• Work task: Where a line below contains "bottom", count it. Reply with the total only.

=== Begin Enclosure ===

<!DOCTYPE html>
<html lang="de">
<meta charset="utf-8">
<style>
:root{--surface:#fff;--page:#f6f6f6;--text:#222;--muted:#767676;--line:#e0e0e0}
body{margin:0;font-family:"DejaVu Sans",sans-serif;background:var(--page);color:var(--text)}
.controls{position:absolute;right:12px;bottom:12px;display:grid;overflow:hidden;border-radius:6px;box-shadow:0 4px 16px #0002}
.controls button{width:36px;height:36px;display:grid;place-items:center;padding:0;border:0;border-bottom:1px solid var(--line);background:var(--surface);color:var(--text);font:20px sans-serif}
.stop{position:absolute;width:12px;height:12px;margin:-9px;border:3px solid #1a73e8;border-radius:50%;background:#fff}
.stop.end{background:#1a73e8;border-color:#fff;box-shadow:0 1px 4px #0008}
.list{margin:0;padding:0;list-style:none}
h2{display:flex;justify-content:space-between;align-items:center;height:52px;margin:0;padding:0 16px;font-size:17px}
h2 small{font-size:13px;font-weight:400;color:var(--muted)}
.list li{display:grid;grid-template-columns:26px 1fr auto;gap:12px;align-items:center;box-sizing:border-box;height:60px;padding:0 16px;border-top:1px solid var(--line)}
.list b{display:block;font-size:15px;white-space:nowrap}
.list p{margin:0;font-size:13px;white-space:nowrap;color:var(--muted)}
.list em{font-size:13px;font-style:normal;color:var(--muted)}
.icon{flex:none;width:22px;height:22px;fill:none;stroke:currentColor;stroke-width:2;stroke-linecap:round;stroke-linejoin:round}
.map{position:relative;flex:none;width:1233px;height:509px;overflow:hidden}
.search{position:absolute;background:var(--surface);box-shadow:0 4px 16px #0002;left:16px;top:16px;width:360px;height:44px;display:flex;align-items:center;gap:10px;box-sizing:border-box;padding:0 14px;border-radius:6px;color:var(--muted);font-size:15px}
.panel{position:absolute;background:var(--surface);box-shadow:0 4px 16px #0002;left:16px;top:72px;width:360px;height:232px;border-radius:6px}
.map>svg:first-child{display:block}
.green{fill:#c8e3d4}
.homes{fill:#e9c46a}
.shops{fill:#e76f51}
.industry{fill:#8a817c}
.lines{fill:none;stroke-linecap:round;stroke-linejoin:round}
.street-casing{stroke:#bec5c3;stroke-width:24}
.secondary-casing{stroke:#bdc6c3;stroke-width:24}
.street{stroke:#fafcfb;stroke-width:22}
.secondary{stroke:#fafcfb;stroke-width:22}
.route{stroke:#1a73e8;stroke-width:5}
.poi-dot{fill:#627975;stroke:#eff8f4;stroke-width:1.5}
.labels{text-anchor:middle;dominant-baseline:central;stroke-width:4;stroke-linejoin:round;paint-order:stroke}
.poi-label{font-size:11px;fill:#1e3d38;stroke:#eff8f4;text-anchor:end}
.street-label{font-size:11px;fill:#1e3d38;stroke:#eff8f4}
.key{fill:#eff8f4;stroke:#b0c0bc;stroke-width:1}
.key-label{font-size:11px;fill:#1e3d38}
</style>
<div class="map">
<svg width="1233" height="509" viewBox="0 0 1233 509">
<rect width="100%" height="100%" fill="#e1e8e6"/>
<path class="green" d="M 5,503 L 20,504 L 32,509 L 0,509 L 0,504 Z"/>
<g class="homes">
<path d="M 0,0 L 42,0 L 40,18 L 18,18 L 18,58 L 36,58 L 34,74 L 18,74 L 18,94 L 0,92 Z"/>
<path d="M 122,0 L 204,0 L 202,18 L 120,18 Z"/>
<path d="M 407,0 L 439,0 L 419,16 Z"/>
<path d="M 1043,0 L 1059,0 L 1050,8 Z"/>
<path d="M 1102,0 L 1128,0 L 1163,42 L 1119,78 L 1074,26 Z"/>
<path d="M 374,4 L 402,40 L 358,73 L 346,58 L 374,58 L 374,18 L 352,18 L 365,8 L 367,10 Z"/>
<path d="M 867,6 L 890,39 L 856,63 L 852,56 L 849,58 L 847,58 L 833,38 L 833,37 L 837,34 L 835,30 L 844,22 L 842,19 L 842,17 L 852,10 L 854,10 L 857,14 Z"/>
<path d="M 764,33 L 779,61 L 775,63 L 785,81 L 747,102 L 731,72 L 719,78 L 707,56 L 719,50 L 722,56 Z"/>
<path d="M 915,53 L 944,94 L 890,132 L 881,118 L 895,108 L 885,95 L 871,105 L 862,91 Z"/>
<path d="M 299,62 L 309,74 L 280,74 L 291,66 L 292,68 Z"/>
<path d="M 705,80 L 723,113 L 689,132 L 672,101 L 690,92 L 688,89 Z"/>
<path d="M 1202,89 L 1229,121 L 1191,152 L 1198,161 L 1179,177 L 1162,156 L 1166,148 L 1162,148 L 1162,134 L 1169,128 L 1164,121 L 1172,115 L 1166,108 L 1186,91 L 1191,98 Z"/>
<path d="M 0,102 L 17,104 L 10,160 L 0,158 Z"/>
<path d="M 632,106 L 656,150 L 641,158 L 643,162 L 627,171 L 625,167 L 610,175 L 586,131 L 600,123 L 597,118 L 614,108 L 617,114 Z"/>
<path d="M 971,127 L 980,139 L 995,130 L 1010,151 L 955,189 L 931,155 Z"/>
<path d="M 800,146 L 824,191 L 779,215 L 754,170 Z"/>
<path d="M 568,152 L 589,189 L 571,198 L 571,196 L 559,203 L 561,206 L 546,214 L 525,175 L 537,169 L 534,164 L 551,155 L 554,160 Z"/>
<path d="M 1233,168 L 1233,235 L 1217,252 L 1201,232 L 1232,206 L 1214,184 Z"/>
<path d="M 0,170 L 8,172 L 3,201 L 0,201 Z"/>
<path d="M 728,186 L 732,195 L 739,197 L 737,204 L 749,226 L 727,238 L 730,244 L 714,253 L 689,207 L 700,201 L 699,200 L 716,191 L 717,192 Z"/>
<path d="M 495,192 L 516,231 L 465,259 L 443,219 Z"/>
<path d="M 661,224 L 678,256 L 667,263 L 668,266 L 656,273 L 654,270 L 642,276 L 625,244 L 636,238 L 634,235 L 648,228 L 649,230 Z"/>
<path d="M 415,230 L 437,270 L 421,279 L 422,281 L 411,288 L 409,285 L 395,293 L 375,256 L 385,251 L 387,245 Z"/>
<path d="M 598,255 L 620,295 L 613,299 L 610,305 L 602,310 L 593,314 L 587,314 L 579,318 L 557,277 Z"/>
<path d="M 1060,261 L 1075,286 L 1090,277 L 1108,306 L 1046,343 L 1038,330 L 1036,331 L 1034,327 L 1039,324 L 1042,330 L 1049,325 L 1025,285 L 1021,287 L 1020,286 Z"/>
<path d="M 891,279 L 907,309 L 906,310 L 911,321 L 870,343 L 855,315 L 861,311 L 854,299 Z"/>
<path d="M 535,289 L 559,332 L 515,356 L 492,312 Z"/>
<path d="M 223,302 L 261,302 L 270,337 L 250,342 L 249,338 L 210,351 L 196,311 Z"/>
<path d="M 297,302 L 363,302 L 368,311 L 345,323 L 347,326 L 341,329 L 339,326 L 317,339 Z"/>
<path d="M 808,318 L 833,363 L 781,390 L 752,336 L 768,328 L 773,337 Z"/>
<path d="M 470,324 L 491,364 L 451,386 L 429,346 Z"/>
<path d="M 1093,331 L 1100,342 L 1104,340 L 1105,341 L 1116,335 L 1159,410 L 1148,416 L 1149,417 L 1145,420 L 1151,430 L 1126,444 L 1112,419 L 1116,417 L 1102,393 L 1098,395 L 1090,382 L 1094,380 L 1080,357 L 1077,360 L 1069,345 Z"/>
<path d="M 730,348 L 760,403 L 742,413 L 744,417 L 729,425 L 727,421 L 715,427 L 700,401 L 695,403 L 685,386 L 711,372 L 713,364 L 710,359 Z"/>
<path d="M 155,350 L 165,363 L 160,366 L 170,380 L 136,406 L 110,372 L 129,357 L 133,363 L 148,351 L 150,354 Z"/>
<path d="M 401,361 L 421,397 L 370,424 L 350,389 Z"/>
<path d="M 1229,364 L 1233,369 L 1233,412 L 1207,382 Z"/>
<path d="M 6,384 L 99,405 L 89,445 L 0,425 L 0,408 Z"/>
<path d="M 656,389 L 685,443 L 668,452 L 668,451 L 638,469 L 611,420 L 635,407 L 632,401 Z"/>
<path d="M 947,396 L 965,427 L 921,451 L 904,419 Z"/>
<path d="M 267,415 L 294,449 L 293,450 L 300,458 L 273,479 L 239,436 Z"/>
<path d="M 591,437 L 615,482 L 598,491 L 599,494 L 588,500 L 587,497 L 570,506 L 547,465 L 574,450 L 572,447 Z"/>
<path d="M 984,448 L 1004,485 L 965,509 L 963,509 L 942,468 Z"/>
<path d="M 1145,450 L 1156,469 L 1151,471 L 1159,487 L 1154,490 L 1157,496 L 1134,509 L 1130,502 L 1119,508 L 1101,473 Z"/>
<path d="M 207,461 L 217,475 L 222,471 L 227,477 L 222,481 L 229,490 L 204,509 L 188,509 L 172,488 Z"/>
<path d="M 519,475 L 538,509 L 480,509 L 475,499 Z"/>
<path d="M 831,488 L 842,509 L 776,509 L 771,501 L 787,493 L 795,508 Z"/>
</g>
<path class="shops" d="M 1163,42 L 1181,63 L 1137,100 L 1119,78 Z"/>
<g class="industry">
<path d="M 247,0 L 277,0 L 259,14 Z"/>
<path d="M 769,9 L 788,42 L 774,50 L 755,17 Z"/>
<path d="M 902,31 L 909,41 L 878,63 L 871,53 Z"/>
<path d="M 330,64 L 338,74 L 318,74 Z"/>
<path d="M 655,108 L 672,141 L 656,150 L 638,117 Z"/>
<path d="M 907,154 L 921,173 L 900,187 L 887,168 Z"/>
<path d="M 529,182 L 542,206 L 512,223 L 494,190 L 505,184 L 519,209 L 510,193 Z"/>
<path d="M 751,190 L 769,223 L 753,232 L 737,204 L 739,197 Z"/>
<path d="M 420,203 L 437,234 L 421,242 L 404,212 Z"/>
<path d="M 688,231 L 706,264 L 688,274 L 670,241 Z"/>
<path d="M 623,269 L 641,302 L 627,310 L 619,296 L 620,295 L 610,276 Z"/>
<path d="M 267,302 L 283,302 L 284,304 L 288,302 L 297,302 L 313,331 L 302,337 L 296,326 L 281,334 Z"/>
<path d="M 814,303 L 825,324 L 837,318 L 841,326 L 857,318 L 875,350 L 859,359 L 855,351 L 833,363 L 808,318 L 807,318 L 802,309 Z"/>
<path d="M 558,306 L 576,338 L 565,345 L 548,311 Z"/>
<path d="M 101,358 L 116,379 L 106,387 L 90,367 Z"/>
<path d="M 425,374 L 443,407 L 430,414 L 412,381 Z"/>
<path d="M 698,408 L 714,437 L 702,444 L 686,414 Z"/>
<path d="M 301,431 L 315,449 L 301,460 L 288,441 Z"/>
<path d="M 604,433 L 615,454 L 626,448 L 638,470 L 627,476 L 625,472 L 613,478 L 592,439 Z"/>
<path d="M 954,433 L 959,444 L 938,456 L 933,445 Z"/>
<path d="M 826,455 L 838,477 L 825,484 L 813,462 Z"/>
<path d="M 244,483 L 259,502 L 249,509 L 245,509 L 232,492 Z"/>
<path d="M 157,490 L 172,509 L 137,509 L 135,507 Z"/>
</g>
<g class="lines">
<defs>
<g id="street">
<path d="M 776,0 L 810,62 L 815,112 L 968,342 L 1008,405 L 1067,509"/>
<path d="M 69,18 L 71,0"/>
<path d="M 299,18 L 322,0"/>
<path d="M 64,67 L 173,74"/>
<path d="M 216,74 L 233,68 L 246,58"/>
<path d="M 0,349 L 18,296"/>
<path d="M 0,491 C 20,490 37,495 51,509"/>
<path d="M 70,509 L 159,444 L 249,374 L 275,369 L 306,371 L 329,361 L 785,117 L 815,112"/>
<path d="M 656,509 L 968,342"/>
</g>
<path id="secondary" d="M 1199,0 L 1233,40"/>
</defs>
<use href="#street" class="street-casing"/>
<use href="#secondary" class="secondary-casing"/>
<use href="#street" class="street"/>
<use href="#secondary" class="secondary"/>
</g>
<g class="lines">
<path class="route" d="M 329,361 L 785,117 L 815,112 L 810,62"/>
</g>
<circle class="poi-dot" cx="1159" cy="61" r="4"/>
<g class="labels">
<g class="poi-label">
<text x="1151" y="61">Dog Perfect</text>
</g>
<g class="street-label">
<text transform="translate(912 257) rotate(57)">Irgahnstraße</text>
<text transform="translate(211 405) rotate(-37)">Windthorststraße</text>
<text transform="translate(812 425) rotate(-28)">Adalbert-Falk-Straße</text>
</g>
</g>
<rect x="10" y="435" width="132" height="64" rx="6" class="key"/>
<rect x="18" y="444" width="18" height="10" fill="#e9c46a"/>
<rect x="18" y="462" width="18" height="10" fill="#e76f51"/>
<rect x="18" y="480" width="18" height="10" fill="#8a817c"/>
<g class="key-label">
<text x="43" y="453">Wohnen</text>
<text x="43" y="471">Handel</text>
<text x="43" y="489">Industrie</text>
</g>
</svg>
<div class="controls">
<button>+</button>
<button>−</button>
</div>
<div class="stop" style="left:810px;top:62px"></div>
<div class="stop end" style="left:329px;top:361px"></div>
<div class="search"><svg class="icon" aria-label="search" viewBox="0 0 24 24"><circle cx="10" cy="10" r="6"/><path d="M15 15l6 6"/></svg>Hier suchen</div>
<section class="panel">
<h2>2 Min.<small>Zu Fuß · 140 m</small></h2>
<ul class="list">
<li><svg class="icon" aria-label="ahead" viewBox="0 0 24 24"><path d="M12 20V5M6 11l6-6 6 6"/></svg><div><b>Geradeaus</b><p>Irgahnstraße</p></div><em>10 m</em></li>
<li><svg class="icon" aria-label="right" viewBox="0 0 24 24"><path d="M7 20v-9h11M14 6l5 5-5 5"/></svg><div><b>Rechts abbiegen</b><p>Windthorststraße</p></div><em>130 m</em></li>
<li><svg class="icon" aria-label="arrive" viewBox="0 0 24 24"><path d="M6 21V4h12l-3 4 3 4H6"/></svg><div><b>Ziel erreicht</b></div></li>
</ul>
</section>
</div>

=== End Enclosure ===

• Problem solution: 2